--- Data extracts Enclosed Below ---
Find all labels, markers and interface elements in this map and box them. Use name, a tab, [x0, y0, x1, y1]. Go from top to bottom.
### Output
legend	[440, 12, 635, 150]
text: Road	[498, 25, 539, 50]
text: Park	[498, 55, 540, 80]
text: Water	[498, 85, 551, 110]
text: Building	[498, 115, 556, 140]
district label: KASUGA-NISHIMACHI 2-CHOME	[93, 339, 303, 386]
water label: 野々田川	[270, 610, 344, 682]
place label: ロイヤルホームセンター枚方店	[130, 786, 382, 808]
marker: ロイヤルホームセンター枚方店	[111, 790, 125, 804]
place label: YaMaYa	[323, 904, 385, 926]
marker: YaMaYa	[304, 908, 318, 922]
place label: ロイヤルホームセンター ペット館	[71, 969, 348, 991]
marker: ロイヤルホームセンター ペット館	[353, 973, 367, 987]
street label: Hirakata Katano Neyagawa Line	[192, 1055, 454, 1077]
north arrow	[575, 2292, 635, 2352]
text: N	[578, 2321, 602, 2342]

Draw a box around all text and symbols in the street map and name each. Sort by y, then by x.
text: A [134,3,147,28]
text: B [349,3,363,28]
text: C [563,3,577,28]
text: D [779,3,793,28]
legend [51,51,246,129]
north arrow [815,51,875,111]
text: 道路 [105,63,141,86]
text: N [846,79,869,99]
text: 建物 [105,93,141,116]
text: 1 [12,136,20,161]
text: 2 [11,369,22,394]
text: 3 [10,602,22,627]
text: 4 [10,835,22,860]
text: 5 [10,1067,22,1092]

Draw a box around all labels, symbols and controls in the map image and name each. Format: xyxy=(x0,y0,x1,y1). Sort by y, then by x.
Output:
--- End of Enclosed Data extracts ---
**Problem:** From the data above, copy out every line with the string "labels" in it.

**Result of this task:**
Find all labels, markers and interface elements in this map and box them. Use name, a tab, [x0, y0, x1, y1]. Go from top to bottom.
Draw a box around all labels, symbols and controls in the map image and name each. Format: xyxy=(x0,y0,x1,y1). Sort by y, then by x.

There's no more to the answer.